Benutzen wir doch unsere Augen, Ohren und Nasen. Sie sind hervorragende Einlasspforten für das Licht, dass unsere verdunkelten Räume erhellen kann. Schauen wir uns doch um! Trotz Frost und eisigem Wind blühen die kleinen bescheidenen Schneeglöckchen. Vielleicht klingeln sie ja sogar, wenn wir nur genau hinhören, geben uns ein leises Signal, wach zu werden, das Licht, die Freude einzulassen. Die Weidenkätzchen sitzen dick und gemütlich an ihren Zweigen und lassen sich lustvoll wiegen. Und freuen sich vielleicht schon auf die Bienen, die bald von ihrem Nektar schlürfen werden, den die Kätzchen gerne abgeben. Alle Bäume und Sträucher haben in der langen Winterruhe und in Dunkelheit und Kälte neue Kräfte für eine Fortsetzung des Lebens gesammelt. Ihre Knospen sind voller Kraft und Lebensenergie. Wir auch?
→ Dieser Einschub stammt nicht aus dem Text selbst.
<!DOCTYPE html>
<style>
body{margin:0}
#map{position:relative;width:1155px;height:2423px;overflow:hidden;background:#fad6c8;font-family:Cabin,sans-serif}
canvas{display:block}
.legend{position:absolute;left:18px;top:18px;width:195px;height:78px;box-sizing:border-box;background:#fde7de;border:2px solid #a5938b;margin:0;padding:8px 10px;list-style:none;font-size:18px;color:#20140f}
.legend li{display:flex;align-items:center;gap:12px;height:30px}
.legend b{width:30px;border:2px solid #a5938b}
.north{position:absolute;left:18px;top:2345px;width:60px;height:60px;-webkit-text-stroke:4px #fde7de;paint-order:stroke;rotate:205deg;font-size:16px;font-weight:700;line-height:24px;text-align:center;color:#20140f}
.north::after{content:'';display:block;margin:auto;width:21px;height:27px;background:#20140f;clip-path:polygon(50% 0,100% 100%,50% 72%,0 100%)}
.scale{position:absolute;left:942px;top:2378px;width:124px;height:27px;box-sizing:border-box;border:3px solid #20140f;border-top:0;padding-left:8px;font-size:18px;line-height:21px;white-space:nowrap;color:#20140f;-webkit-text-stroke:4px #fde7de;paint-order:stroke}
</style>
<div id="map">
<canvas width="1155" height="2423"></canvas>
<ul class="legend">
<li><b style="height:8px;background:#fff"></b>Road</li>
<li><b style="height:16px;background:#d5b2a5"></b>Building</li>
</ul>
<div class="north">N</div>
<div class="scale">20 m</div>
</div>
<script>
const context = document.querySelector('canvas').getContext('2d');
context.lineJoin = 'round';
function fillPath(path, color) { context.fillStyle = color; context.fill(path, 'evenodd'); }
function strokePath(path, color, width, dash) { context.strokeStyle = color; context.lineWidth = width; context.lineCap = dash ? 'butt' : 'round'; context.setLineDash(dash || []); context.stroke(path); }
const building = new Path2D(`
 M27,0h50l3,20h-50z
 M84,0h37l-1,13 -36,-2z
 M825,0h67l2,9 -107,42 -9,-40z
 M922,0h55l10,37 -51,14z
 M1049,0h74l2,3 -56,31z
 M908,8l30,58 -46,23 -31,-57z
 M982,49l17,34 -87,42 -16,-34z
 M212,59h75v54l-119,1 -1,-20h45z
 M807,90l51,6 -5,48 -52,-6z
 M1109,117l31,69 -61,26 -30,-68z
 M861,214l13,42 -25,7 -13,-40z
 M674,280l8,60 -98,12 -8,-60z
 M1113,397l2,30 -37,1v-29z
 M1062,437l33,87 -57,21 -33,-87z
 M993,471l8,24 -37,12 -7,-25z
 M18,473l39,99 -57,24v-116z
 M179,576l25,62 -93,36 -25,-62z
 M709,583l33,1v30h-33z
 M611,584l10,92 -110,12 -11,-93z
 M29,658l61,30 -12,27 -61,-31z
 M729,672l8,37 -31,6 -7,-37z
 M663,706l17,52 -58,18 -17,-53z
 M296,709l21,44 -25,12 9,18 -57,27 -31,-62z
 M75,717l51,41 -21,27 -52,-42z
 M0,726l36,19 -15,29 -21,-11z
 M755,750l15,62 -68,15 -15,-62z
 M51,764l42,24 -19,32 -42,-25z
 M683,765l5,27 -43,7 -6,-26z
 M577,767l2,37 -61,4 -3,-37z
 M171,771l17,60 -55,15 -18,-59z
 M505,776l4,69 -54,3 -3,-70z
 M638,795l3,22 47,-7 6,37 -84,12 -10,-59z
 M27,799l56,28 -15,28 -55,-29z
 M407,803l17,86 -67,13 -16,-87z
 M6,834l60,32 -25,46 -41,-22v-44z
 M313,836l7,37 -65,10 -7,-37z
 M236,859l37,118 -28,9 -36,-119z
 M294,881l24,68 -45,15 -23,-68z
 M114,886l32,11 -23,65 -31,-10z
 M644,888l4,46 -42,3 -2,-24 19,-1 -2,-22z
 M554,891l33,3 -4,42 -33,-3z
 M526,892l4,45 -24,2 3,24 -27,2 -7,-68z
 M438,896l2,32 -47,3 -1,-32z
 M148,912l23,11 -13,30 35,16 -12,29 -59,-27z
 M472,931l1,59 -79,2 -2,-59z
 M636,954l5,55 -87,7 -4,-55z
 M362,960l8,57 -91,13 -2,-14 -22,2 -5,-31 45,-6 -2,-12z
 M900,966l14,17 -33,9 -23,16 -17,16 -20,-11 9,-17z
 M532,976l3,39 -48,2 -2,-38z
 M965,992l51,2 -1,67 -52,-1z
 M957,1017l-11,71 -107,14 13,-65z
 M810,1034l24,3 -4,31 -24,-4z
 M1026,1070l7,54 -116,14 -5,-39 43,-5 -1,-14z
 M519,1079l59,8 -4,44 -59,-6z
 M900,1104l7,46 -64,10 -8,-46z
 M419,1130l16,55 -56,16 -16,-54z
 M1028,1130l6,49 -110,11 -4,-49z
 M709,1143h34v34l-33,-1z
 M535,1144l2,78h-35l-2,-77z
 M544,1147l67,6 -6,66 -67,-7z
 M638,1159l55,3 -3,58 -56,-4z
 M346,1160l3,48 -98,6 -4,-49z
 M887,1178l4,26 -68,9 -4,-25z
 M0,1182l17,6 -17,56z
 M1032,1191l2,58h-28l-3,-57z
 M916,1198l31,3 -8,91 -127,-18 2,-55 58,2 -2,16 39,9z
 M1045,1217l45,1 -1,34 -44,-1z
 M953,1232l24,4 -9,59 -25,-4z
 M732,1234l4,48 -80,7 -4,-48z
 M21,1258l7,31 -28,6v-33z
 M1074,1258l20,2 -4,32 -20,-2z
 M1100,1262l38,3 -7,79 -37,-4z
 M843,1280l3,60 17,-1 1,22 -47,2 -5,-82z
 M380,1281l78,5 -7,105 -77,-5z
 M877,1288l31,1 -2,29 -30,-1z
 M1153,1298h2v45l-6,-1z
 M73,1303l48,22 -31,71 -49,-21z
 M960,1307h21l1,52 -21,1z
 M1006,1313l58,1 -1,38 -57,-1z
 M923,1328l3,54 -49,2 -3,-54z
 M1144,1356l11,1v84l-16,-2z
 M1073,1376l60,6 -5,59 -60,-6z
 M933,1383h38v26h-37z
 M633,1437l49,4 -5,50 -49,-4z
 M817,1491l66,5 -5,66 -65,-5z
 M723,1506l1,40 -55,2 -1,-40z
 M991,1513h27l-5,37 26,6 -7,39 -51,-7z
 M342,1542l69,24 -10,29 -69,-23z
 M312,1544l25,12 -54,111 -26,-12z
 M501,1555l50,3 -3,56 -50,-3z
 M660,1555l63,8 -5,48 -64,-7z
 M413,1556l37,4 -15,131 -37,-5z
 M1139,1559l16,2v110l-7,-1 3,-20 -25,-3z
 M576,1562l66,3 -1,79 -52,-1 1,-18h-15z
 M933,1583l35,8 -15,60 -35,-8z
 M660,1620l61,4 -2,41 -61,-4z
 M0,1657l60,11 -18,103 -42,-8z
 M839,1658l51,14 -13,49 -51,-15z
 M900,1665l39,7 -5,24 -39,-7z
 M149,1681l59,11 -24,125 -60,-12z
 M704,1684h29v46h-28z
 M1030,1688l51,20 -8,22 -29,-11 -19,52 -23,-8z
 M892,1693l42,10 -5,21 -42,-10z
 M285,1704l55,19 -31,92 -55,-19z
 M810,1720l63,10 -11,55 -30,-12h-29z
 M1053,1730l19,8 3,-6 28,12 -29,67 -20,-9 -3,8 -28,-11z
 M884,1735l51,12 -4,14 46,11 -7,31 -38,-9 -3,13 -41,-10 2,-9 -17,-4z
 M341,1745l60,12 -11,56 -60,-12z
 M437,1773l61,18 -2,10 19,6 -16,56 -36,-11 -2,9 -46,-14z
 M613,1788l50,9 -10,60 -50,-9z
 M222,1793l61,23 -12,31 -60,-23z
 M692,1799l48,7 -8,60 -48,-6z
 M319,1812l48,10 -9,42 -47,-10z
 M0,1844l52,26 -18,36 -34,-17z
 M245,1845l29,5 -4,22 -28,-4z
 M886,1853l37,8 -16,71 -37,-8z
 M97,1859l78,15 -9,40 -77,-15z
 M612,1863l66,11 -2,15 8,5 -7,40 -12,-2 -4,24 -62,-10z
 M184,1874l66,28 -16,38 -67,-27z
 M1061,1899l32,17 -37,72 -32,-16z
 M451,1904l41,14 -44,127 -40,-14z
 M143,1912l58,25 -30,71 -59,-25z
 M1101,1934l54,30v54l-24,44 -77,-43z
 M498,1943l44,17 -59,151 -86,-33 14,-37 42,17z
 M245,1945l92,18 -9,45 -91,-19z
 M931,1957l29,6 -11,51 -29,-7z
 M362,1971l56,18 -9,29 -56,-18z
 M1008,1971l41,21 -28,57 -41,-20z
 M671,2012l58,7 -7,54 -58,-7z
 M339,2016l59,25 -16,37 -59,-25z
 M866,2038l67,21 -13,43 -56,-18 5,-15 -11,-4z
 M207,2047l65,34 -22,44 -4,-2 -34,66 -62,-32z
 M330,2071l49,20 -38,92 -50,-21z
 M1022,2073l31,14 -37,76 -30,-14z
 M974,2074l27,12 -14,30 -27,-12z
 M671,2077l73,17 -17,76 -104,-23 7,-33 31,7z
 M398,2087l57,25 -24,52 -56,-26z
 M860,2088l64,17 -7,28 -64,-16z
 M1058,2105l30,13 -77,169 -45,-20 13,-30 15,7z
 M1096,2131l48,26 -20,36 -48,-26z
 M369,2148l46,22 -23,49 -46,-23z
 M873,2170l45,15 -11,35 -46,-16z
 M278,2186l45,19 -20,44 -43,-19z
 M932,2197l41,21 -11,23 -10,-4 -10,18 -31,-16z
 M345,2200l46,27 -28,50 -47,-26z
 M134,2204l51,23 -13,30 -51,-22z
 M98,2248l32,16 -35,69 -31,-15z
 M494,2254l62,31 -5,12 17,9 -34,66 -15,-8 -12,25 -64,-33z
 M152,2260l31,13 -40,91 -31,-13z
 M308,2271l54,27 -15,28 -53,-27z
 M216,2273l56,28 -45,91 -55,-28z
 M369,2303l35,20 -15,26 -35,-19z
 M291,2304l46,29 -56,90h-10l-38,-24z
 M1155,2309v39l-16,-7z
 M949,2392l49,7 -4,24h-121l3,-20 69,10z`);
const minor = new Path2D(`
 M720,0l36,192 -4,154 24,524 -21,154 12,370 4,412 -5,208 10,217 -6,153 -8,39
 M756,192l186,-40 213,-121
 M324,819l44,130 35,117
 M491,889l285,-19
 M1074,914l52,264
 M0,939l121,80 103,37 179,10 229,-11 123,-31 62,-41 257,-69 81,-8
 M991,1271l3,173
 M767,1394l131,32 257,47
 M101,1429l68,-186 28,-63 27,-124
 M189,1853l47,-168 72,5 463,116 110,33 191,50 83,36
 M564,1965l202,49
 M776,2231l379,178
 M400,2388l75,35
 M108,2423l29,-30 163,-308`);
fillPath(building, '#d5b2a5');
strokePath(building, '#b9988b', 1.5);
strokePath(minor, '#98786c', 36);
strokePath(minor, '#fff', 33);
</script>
Wenn wir uns immer wieder vergegenwärtigen, dass über uns allen, dem Schneeglöckchen, Baum, Strauch, Weidenkätzchen oder Mensch ein weiser Schöpfer steht, der das gesamte Universum überschaut und der uns Menschen so liebevoll mit allem ausgestattet hat, was wir für ein erfülltes Leben brauchen, dann kann es uns doch an Licht nicht mehr mangeln.

"Der Herr, unser GOTT, sei mit uns, wie er mit unseren Vätern gewesen ist. Er verlasse uns nicht und ziehe die Hand nicht ab von uns. Er neige unser Herz zu ihm, dass wir wandeln in allen seinen Wegen"
(1. Könige; 8,57)

 

Geburtstage im März und April 2004

Irma Anders
Dora Beier
Adelheid Eggert
Otto Gräff
Margarete Henning
Horst Holm
Ingelore Hückstädt
Frieda Jarling Irene Kook
Herbert Kugler
Willy Lobsch
Erika Müller
Dietrich Pauls
Werner Petz
Hans Schüler
Walter Niche
Ursula Schomann
Emma Schumacher
Herta Siebenbaum
Alice Tabbert
Dr. Käte von Wedelstädt
Gisela Wildgrube
Günter Zantow

Wir wünschen Gottes Segen für das neue Lebensjahr!